Yes, I was glad to be out of the airport and power outage and flying to San Francisco, one of the lucky 12 that arrived early enough to be through security when the power went out. But damn, I worried about a long and unpleasant night for my wife and daughter and grandson. And I hoped they would get it fixed so they could make their flights today.

Is there a moral to this story? Not really. I’m just sharing my good luck in being at the right place at the wrong time. Gratitude is good, we all tell each other the bad travel stories, and this one worked out.

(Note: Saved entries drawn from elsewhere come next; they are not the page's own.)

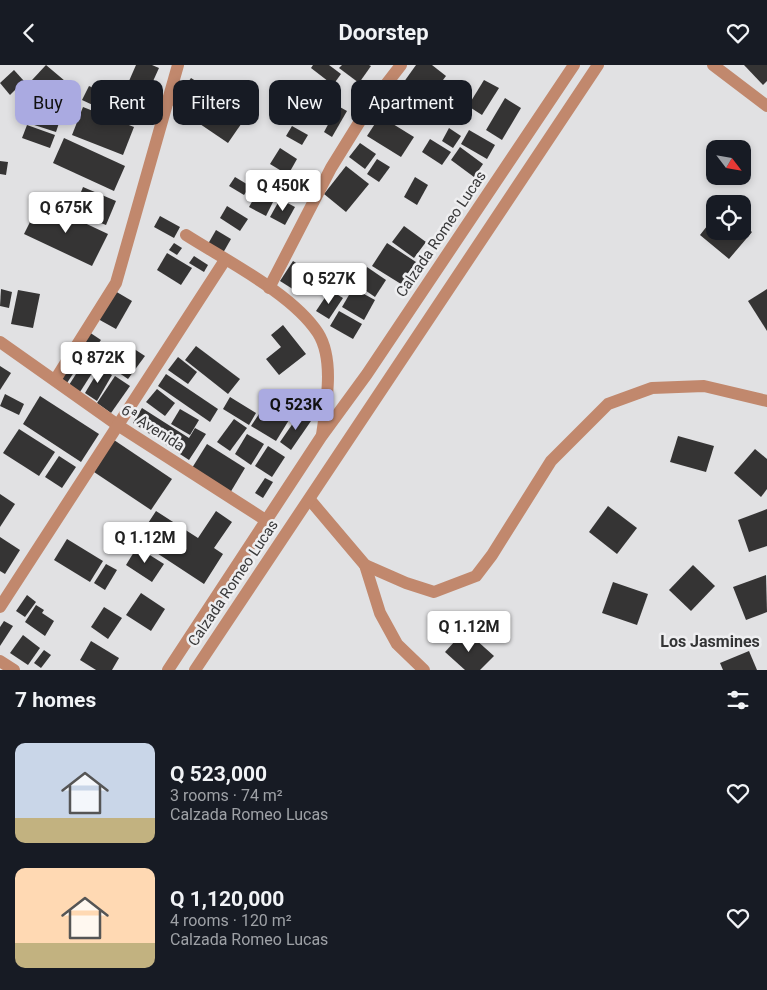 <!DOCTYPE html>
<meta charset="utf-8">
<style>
body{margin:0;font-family:Roboto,sans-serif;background:#20242c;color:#f1f3f6;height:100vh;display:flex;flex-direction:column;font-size:19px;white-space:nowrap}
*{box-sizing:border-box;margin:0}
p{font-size:16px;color:#9ea1a6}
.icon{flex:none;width:28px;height:28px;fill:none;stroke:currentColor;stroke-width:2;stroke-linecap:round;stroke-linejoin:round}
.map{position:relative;height:605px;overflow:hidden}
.details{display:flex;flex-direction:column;background:#171b24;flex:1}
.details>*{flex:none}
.banner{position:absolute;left:15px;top:15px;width:500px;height:45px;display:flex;gap:10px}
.needle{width:32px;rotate:121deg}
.fabs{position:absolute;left:706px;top:75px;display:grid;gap:10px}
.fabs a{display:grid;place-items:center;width:45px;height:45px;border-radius:10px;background:#171b24;box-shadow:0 2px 8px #0003;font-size:25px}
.price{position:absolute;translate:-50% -42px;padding:0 11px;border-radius:5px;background:#fff;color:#222;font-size:16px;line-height:32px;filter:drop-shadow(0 1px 2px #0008)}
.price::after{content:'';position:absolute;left:50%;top:30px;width:15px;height:11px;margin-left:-8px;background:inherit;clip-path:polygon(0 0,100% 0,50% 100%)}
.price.active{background:#aaaae1;color:#111}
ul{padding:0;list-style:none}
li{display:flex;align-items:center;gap:15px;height:125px;padding:0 15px}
li span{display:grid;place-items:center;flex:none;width:140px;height:100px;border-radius:10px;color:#555}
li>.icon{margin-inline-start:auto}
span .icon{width:60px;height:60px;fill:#fffc;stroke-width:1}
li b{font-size:21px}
h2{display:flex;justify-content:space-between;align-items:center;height:60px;padding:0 15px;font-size:21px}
.pill{padding:0 18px;border-radius:10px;background:#171b24;box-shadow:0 2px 8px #0003;font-size:18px;line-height:45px}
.pill.active{background:#aaaae1;color:#111}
header{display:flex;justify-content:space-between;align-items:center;height:65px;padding:0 15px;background:#171b24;font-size:22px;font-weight:700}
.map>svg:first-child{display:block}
.building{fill:#353434}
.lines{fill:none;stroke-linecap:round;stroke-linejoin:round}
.minor{stroke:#c1886d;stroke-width:12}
.labels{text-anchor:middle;stroke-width:5;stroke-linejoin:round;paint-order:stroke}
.street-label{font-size:15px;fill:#39393a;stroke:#eeeef0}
.neighbourhood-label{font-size:16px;font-weight:bold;fill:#343536;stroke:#eeeef0}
</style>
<header><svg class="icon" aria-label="back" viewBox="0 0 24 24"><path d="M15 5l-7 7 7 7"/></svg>Doorstep<svg class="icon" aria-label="heart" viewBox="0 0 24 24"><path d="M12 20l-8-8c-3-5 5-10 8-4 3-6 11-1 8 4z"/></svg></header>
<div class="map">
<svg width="767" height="605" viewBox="0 0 767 605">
<rect width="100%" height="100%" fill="#e1e1e3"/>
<g class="building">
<polygon points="46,0 65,16 51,32 32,15"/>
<polygon points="136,0 152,0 159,3 149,25 129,16"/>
<polygon points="313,0 329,0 341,9 333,20 311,3"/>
<polygon points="342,0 369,0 371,1 359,18 339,3"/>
<polygon points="416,0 432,0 446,11 425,39 401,21"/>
<polygon points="744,0 767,0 767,16 763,20"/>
<polygon points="14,5 24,16 10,30 0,18"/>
<polygon points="191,13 248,49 228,78 172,40"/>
<polygon points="484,15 499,23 482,50 468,41"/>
<polygon points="89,21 131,40 125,55 82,35"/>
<polygon points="287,29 301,37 290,57 275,48"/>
<polygon points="37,30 65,40 56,67 28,58"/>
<polygon points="317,31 335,41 326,56 308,46"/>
<polygon points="505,33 521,43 502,75 486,65"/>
<polygon points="391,36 407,48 400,59 383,47"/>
<polygon points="338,41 347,46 332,72 324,67"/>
<polygon points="83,42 134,62 123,90 72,70"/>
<polygon points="380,51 414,72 401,92 367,71"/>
<polygon points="27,60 55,70 50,83 22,73"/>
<polygon points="292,61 308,70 302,80 286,71"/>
<polygon points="449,63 461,71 453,83 442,76"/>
<polygon points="469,65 495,80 487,94 461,79"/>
<polygon points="64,73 125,101 114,126 53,98"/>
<polygon points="430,74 451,87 442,100 422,87"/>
<polygon points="360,78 376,89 365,104 349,92"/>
<polygon points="460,82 483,99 474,112 451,95"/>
<polygon points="280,83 297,94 288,110 270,99"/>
<polygon points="377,94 390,102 379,117 367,109"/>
<polygon points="0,96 8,97 6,110 0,109"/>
<polygon points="346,101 369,119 346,147 324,129"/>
<polygon points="269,105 293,119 284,134 260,120"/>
<polygon points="235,112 250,121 244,130 229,121"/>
<polygon points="415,112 428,120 417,140 404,132"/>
<polygon points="83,122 116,136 106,160 73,147"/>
<polygon points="259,124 275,133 266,151 249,142"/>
<polygon points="280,134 295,142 285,160 270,152"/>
<polygon points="40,137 108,169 92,201 24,169"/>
<polygon points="227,141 248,154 240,166 220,153"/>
<polygon points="160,151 180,162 174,173 154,162"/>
<polygon points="715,151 715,166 742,166 742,159 752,167 729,194 700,170"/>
<polygon points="404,161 426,177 414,193 392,177"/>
<polygon points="216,165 231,174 223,188 208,179"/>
<polygon points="174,178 182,183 177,190 169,185"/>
<polygon points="387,178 416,197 401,219 372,201"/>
<polygon points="167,188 192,203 181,220 157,205"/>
<polygon points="194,191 208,200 204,207 189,198"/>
<polygon points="293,196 312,208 299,228 280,216"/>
<polygon points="342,200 356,208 343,230 329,221"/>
<polygon points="367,202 386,215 375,232 356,219"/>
<polygon points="353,223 375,235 364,255 342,242"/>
<polygon points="1,224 12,227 9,243 0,241"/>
<polygon points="767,224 767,266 748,236"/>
<polygon points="18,225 40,229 33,263 11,259"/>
<polygon points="330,225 343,233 329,254 316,246"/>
<polygon points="115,226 132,236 116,264 98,254"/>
<polygon points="339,246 362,259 353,274 330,261"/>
<polygon points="283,260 306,289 279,310 266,294 281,282 271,270"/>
<polygon points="89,267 101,275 94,284 104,290 99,298 79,284"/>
<polygon points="125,278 145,291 128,314 109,301"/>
<polygon points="196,281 240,314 228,329 185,295"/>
<polygon points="76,287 84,292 67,318 59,313"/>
<polygon points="178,292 197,307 188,319 168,305"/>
<polygon points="85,295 96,302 80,327 69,320"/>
<polygon points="0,301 11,308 0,325"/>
<polygon points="100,303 112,310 97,336 85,328"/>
<polygon points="166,309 218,344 210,357 158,321"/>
<polygon points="115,311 130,321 111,348 97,338"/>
<polygon points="157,324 175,338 165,351 146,337"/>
<polygon points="5,329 24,339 19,350 0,341"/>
<polygon points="40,331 99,369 81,397 23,359"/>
<polygon points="230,332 256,348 249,360 223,344"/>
<polygon points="265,340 289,355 276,376 251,361"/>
<polygon points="142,343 189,373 195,363 206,369 189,395 133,358"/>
<polygon points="180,344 199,355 190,370 171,359"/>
<polygon points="300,348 311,356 291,385 280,377"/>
<polygon points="234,354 247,363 230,386 217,377"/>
<polygon points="19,364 55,387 39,411 3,388"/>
<polygon points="247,369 264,379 251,400 235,389"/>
<polygon points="678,371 714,381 706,407 670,397"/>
<polygon points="114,375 172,414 151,445 94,407"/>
<polygon points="207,379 245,403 230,428 192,403"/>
<polygon points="268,381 285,392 272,412 255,401"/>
<polygon points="755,384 767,394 767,424 761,432 734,408"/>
<polygon points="59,391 76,402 62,423 45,412"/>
<polygon points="265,413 273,417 263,433 255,428"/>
<polygon points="0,429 15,439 0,462"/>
<polygon points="608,441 637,463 617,489 589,467"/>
<polygon points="767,444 767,481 749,487 738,455"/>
<polygon points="156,446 198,473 216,446 232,457 214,483 223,489 204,519 137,475"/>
<polygon points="0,472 20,485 5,509 0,506"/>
<polygon points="67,474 103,496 90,517 54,495"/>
<polygon points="137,482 164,499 152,517 126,500"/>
<polygon points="106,499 117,505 105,525 94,518"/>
<polygon points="693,500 715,521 691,546 669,525"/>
<polygon points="766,510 767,547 746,555 733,522"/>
<polygon points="613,517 648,529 637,560 602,548"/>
<polygon points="141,528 165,544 151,566 126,550"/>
<polygon points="27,530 36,537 25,552 16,546"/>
<polygon points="36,540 44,545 42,548 54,556 45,571 25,557"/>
<polygon points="104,542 122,553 108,574 91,562"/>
<polygon points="4,556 13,561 0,581 0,562"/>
<polygon points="465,565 494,591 480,605 465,605 445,587"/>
<polygon points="23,570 40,583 28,600 10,588"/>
<polygon points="91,576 119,593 112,605 96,605 80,595"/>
<polygon points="44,585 51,590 41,603 34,598"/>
<polygon points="749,586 757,605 723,605 720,598"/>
</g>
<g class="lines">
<g class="minor">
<polyline points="713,0 767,41"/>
<path d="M186 170C225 195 293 229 318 268 335 295 326 340 322 370"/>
<polyline points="269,223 331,103 370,40 401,0"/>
<polyline points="0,277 119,361 267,456"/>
<polyline points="55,315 116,218 178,0"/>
<polyline points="310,435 365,500 380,548 397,579 424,605"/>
<polyline points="365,500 406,518 434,527 476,511 492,490 551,396 608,339 652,323 704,321 767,336"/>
<polyline points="0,542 225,195"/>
<polyline points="0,596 14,605"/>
<polyline points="168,605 321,372 367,309 574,0"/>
<polyline points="195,605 598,0"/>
</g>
</g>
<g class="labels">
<g class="street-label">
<text transform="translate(441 169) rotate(-56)" y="5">Calzada Romeo Lucas</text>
<text transform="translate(153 363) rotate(33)" y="5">6ª Avenida</text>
<text transform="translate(233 518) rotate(-56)" y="5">Calzada Romeo Lucas</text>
</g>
<g class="neighbourhood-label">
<text x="710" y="582">Los Jasmines</text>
</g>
</g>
</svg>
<div class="fabs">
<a><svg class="needle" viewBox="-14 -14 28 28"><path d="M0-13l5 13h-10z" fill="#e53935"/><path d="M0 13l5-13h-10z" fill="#9ea1a6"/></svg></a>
<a><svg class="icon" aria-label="locate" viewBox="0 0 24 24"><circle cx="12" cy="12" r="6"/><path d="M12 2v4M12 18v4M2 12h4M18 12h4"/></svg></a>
</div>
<b class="price" style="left:283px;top:147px">Q 450K</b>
<b class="price" style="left:66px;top:169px">Q 675K</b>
<b class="price" style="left:329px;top:240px">Q 527K</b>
<b class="price" style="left:98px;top:319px">Q 872K</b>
<b class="price active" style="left:296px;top:366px">Q 523K</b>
<b class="price" style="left:145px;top:499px">Q 1.12M</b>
<b class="price" style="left:469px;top:588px">Q 1.12M</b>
<div class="banner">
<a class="pill active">Buy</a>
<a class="pill">Rent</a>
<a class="pill">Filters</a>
<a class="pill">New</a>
<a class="pill">Apartment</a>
</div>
</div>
<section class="details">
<h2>7 homes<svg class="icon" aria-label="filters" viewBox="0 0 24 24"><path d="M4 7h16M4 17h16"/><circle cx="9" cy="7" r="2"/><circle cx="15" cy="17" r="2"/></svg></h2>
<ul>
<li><span style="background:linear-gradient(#c9d6e8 75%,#c2b280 0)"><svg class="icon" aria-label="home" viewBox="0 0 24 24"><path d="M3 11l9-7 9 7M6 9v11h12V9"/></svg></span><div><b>Q 523,000</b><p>3 rooms · 74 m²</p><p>Calzada Romeo Lucas</p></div><svg class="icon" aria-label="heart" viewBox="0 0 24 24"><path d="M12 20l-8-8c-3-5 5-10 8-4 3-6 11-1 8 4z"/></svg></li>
<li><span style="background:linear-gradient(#ffd9b3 75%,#c2b280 0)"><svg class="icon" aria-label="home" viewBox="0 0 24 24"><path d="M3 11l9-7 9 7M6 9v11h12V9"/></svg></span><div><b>Q 1,120,000</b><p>4 rooms · 120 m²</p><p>Calzada Romeo Lucas</p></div><svg class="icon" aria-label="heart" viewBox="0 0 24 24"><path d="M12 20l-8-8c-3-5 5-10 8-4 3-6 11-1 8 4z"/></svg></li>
</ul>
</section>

Update: the power came back at the hotel around 3 am. And I got back home shortly after midnight. As of this morning, San Diego is back to normal.

 

(Image: my iPhone)

Comments

  • Matthew Ray Scott says:

    Tim, it was a weird time. I was at my office when the power shut down San Diego. The highway was jammed, so the CEO and I broke into kitchen, grabbed the burgers, steaks, and chicken intended for the next days lunch and we sparked up the outside grill. About 50 employees stayed until around 7 pm and then we drove home to our homes in the dark. A delightful evening!

    • Tim Berry says:

      Hi Matthew, I guess I’m glad I didn’t think to call you, because if I did I might have been tempted to bail, so I wouldn’t have stayed around to catch that flight. There was another guy I was talking to, who also had passed security and had his boarding pass to San Francisco, who decided to bail and walked out of the airport to a hotel. He would have been on that flight if he stayed another half hour. And also, hey, San Diego is great on all those days it doesn’t have a power outage.